-------- Data
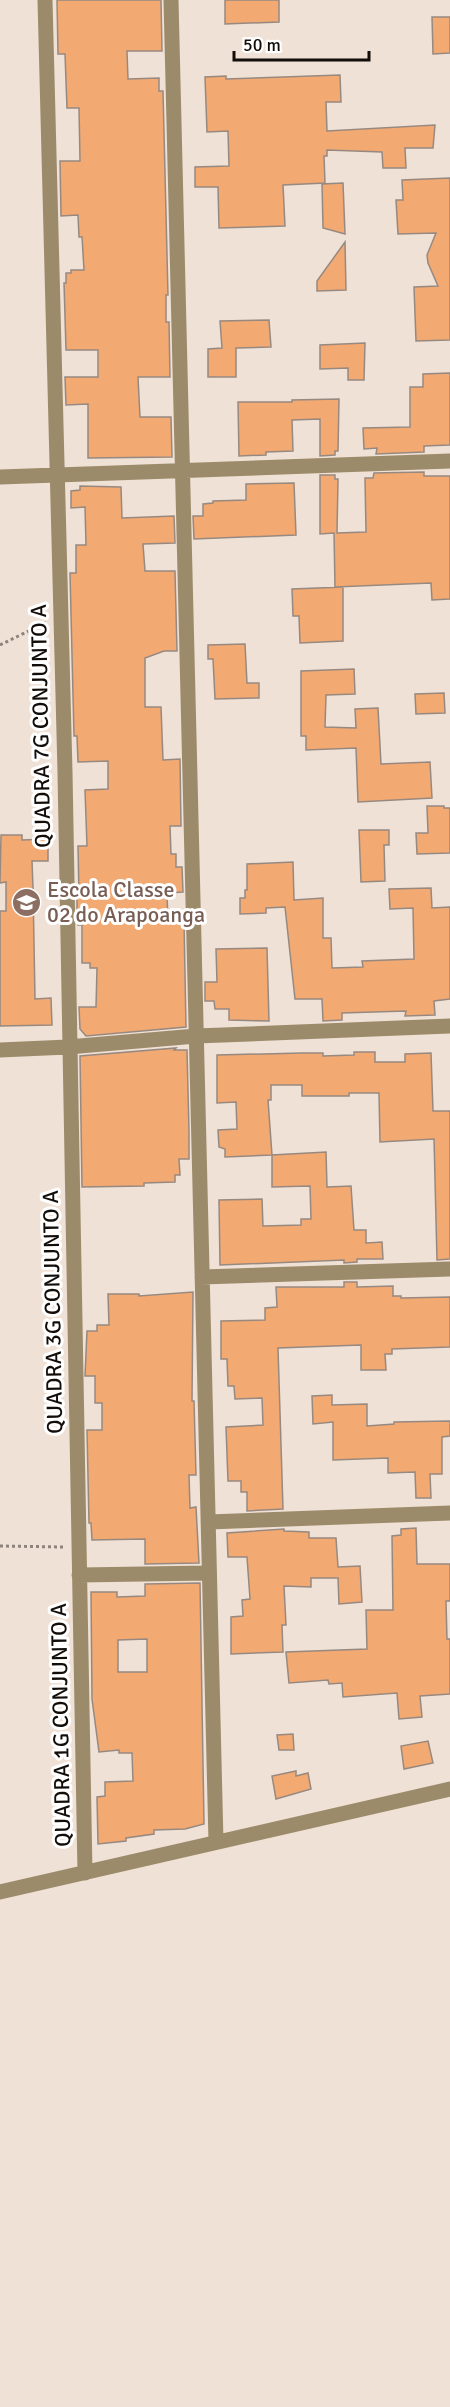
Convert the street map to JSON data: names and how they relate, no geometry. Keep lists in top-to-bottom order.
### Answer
{
  "streets": {
    "street": ["QUADRA 7G CONJUNTO A", "QUADRA 3G CONJUNTO A", "QUADRA 1G CONJUNTO A"]
  },
  "crossings": [
    ["QUADRA 7G CONJUNTO A", "QUADRA 3G CONJUNTO A"],
    ["QUADRA 3G CONJUNTO A", "QUADRA 1G CONJUNTO A"]
  ],
  "places": {
    "school or university": ["Escola Classe 02 do Arapoanga"]
  },
  "scale_bar": "50 m"
}
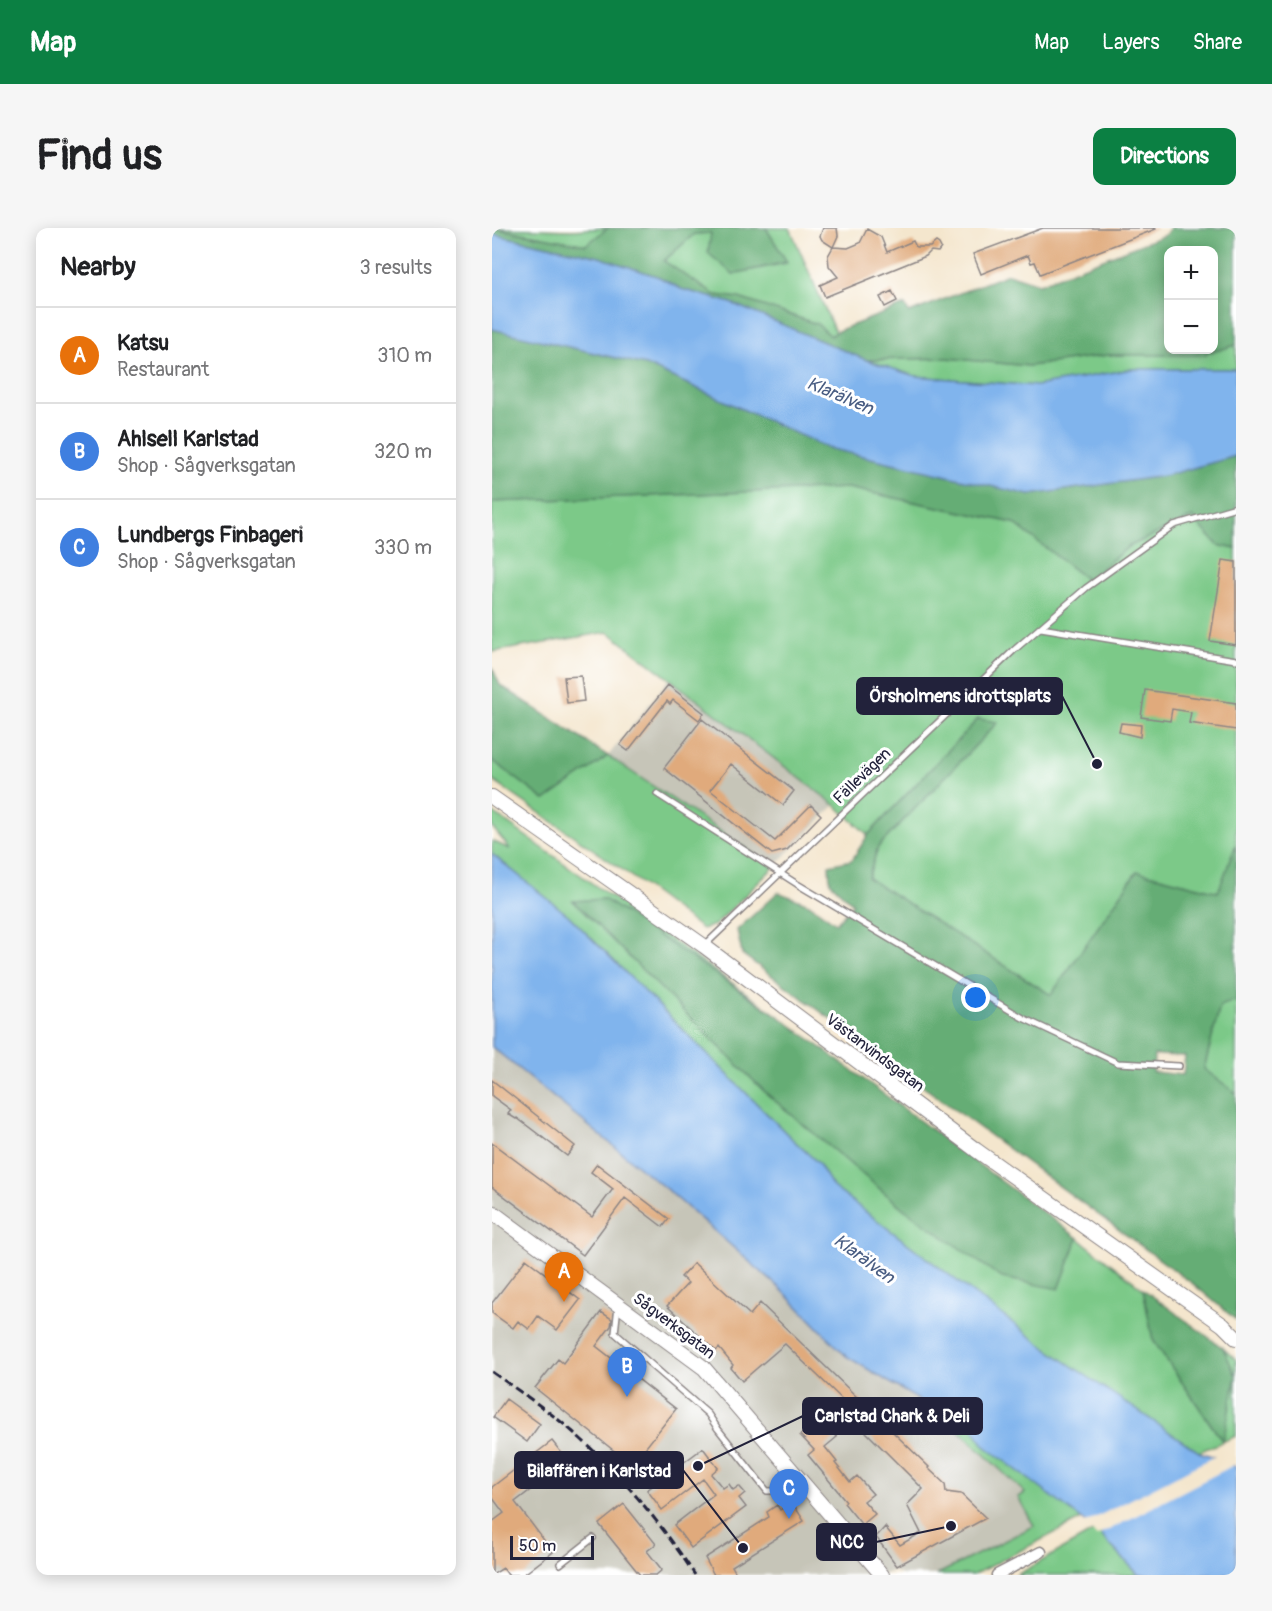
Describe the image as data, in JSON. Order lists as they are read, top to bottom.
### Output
{
  "streets": {
    "street": ["Västanvindsgatan", "Sågverksgatan"],
    "lane": ["Fällevägen"]
  },
  "crossings": [
    ["Fällevägen", "Västanvindsgatan"]
  ],
  "water": ["Klarälven"],
  "places": [
    "Örsholmens idrottsplats",
    "Carlstad Chark & Deli",
    "NCC",
    "Bilaffären i Karlstad"
  ],
  "scale_bar": "50 m",
  "page": {
    "header": "Map",
    "nav": ["Map", "Layers", "Share"],
    "buttons": "Directions",
    "title": "Find us",
    "heading": ["Nearby", "3 results"],
    "map_buttons": ["+", "−"],
    "list": [
      {
        "mark": "A",
        "name": "Katsu",
        "note": "Restaurant",
        "value": "310 m"
      },
      {
        "mark": "B",
        "name": "Ahlsell Karlstad",
        "note": "Shop · Sågverksgatan",
        "value": "320 m"
      },
      {
        "mark": "C",
        "name": "Lundbergs Finbageri",
        "note": "Shop · Sågverksgatan",
        "value": "330 m"
      }
    ],
    "pins": ["A", "B", "C"],
    "scale": "50 m"
  }
}
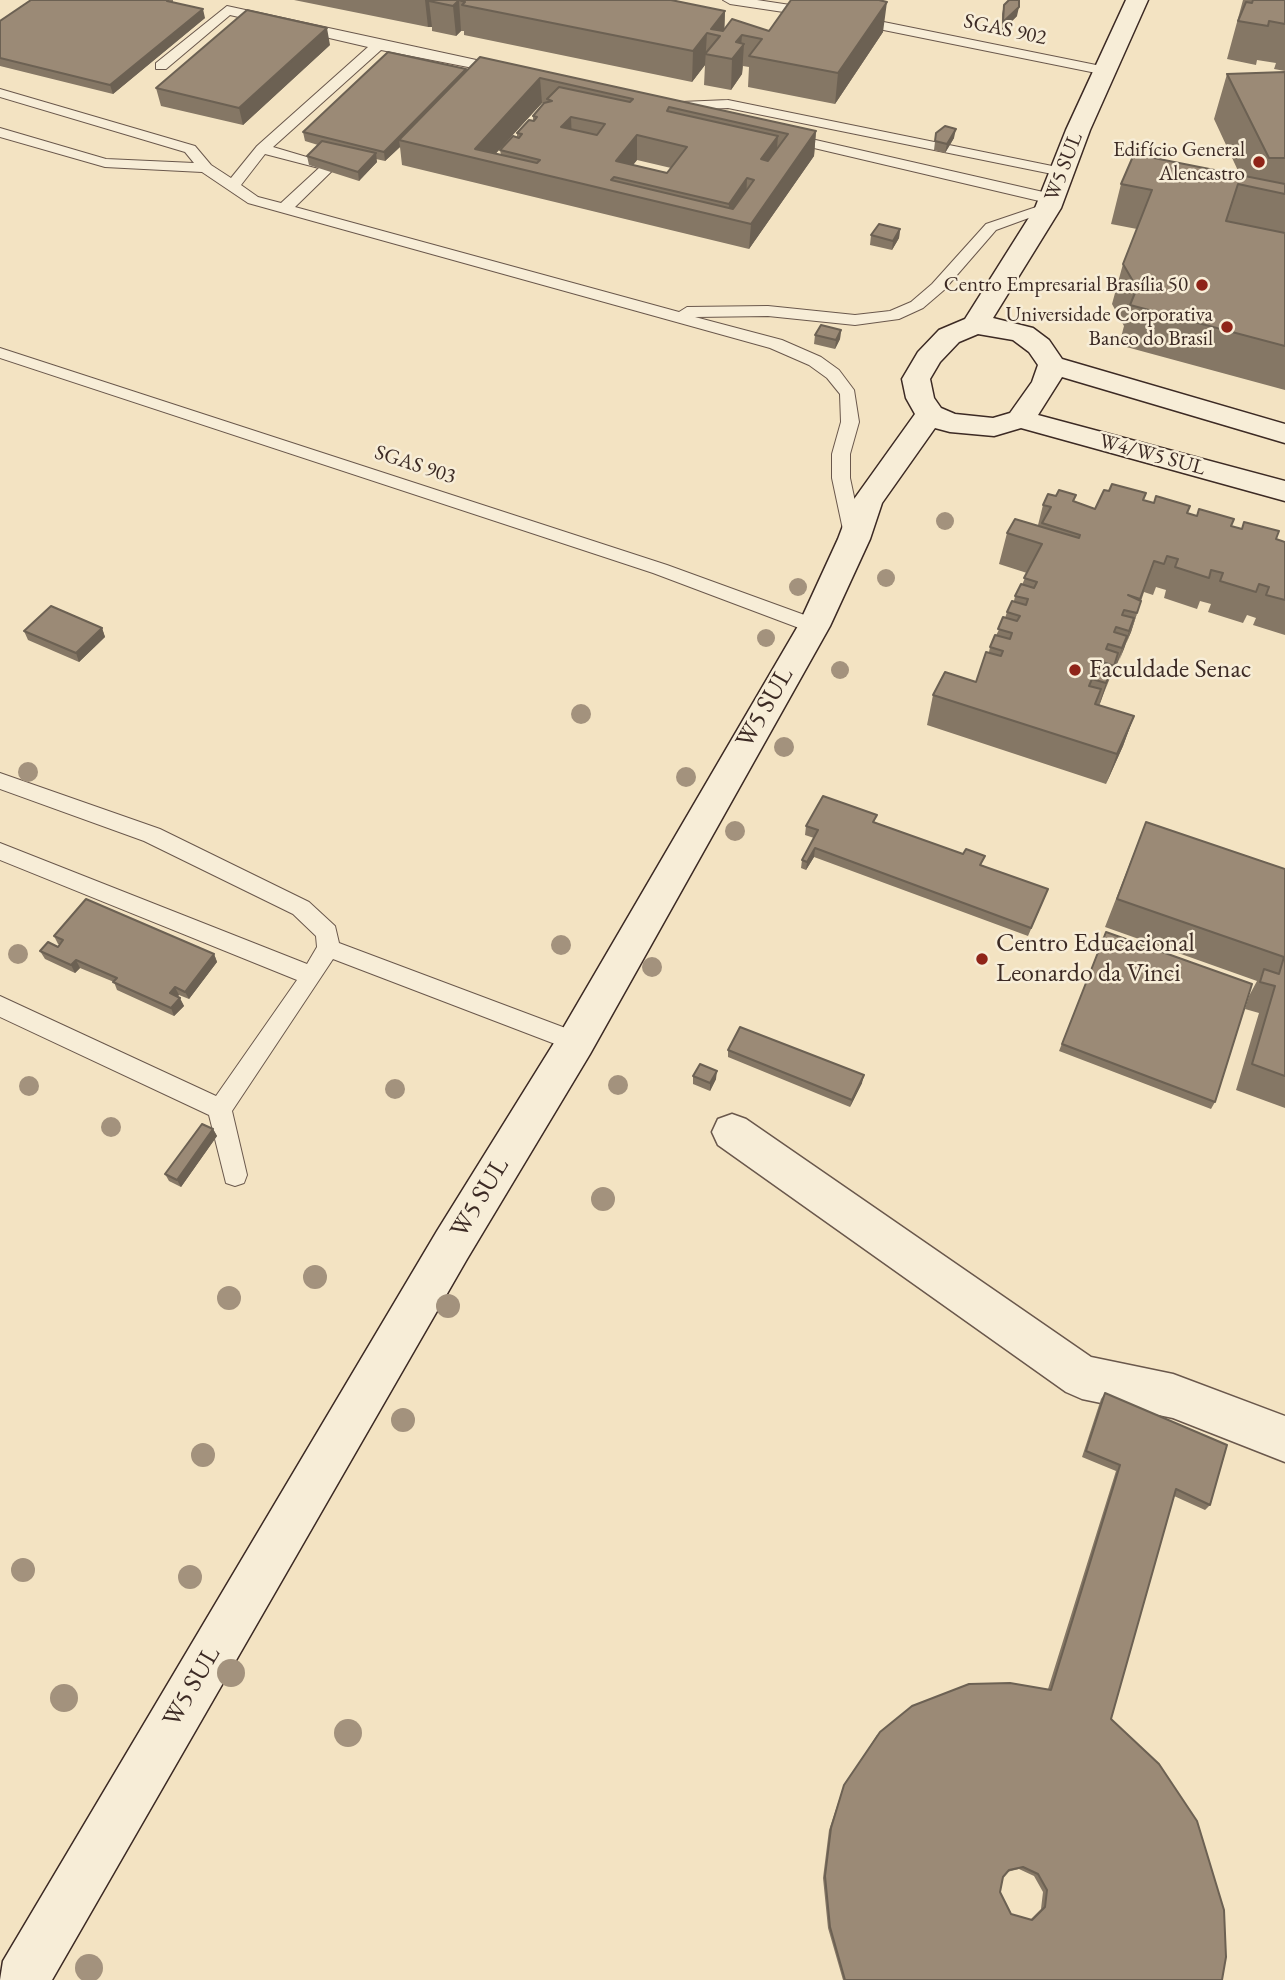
----------------
* **Your task**
The task calls for every line of the data to be returned exactly, without pictures.

* **Solution to this problem**
Convert the street map to JSON data: names and how they relate, no geometry. Keep lists in top-to-bottom order.
### Answer
{
  "streets": {
    "street": ["QUADRA 7G CONJUNTO A", "QUADRA 3G CONJUNTO A", "QUADRA 1G CONJUNTO A"]
  },
  "crossings": [
    ["QUADRA 7G CONJUNTO A", "QUADRA 3G CONJUNTO A"],
    ["QUADRA 3G CONJUNTO A", "QUADRA 1G CONJUNTO A"]
  ],
  "places": {
    "school or university": ["Escola Classe 02 do Arapoanga"]
  },
  "scale_bar": "50 m"
}
Describe the image as data, in JSON. Order lists as they are read, top to bottom.
### Output
{
  "streets": {
    "street": ["Västanvindsgatan", "Sågverksgatan"],
    "lane": ["Fällevägen"]
  },
  "crossings": [
    ["Fällevägen", "Västanvindsgatan"]
  ],
  "water": ["Klarälven"],
  "places": [
    "Örsholmens idrottsplats",
    "Carlstad Chark & Deli",
    "NCC",
    "Bilaffären i Karlstad"
  ],
  "scale_bar": "50 m",
  "page": {
    "header": "Map",
    "nav": ["Map", "Layers", "Share"],
    "buttons": "Directions",
    "title": "Find us",
    "heading": ["Nearby", "3 results"],
    "map_buttons": ["+", "−"],
    "list": [
      {
        "mark": "A",
        "name": "Katsu",
        "note": "Restaurant",
        "value": "310 m"
      },
      {
        "mark": "B",
        "name": "Ahlsell Karlstad",
        "note": "Shop · Sågverksgatan",
        "value": "320 m"
      },
      {
        "mark": "C",
        "name": "Lundbergs Finbageri",
        "note": "Shop · Sågverksgatan",
        "value": "330 m"
      }
    ],
    "pins": ["A", "B", "C"],
    "scale": "50 m"
  }
}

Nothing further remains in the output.